The Kansas Catholic Conference also supported the bill: “HB 2218 would prohibit abortions after twenty weeks, measured from conception, on the grounds that unborn children can feel pain at that time. These bills will help ensure that Kansas, once notorious for its anything-goes abortion policy, will be transformed into a national model for Pro-Life legislation.”
Meanwhile, the Abortion Reporting Accuracy and Parental Rights Act reflects that parents should be counseling and protecting their underage pregnant daughters.
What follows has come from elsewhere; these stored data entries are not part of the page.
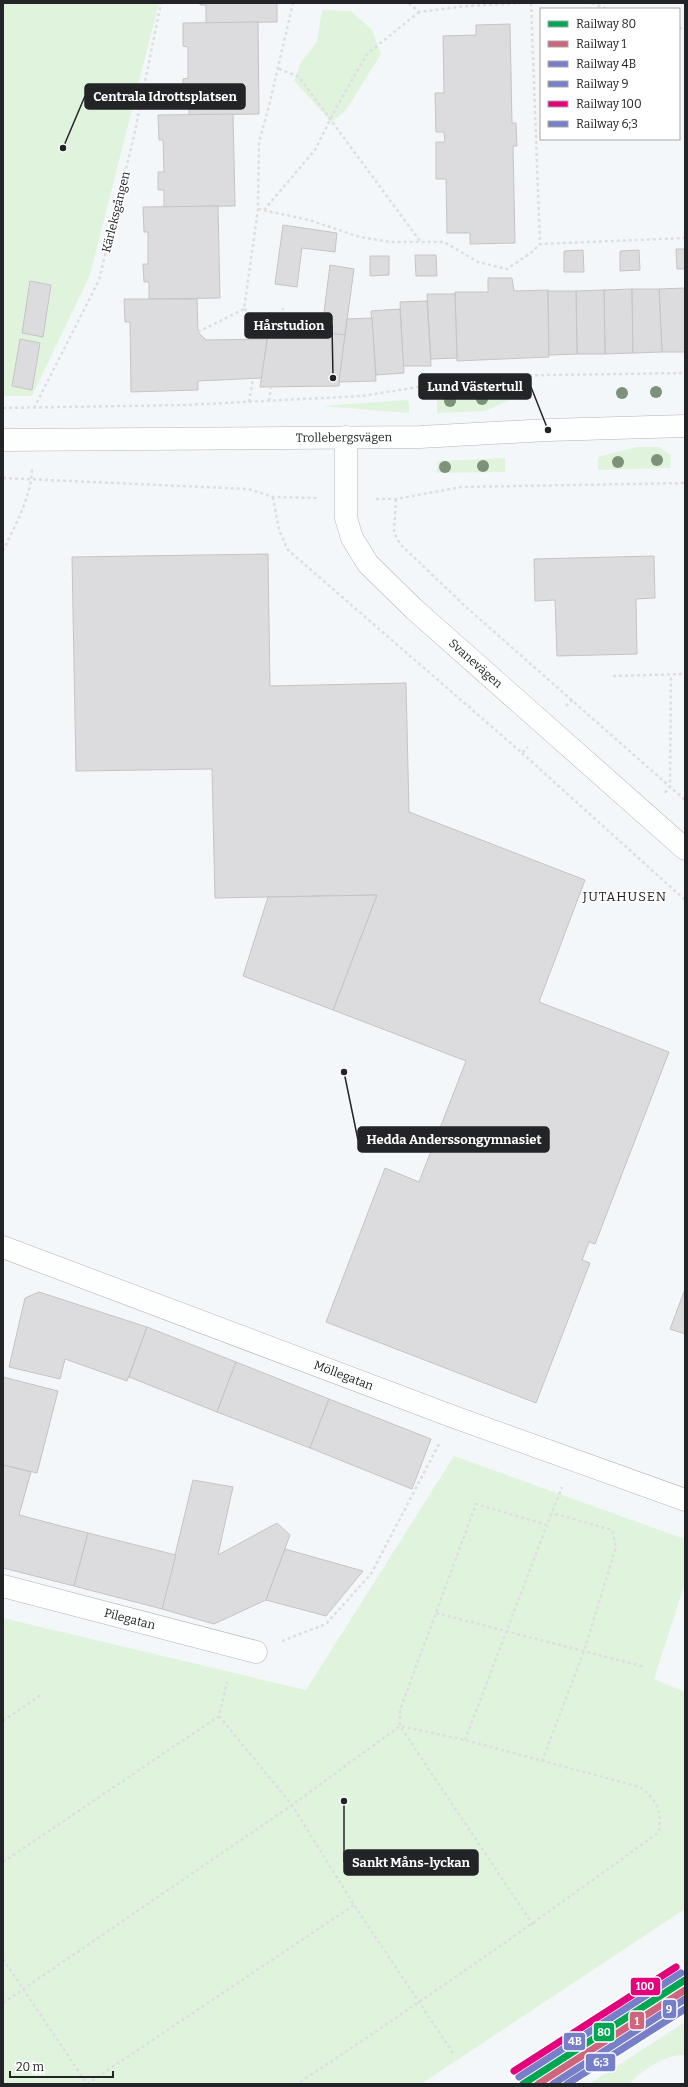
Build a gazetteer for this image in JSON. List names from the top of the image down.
{
  "streets": {
    "street": [
      "Trollebergsvägen",
      "Svanevägen",
      "Möllegatan",
      "Pilegatan"
    ],
    "path": ["Kärleksgången"]
  },
  "crossings": [
    ["Trollebergsvägen", "Svanevägen"]
  ],
  "districts": ["JUTAHUSEN"],
  "places": [
    "Centrala Idrottsplatsen",
    "Hårstudion",
    "Lund Västertull",
    "Hedda Anderssongymnasiet",
    "Sankt Måns-lyckan"
  ],
  "lines": [
    "rail line 100",
    "rail line 4B",
    "rail line 80",
    "rail line 1",
    "rail line 9",
    "rail line 6;3"
  ],
  "legend": [
    "Railway 80",
    "Railway 1",
    "Railway 4B",
    "Railway 9",
    "Railway 100",
    "Railway 6;3"
  ],
  "scale_bar": "20 m"
}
Under the measure, if minors apply to court to bypass their parents, the judge in the proceeding should use a strong standard of “clear & convincing” evidence; prepare an adequate court record of why the girl is circumventing her parents; be allowed to order counseling for the minor; and be required to inform authorities if abuse is suspected.
The bill also governs the reporting of late abortions with provisions that were vetoed three times by abortion-supporting past governors Kathleen Sebelius and Mark Parkinson, according to Ostrowski.
“During the bill’s hearing on Jan. 27, the House Federal State Affairs committee asked the lobbyist for Kansas’ Planned Parenthood whether predators are able to hide their crimes by escorting minors through abortion clinics,” she said. “The lobbyist claimed staffers have a short period of time alone with the minor, without her adult companion, implying that the minor would be carefully assessed for coercion/abuse.”
“But that answer has no credibility in light of four years of undercover videos showing Planned Parenthood willing to break minimal state laws instituted to protect children from predatory sex,” Ostrowski continued. “Some 16 hidden camera videos from Live Action show Planned Parenthood’s nationwide commitment to selling abortions while skirting parental consent laws, citing unscientific information to manipulate women to have abortions, helping sex traffickers obtain abortions for the underage girls, and offering insurance-paid services through tax payer funded programs even if the underage girls are not U.S. citizens.”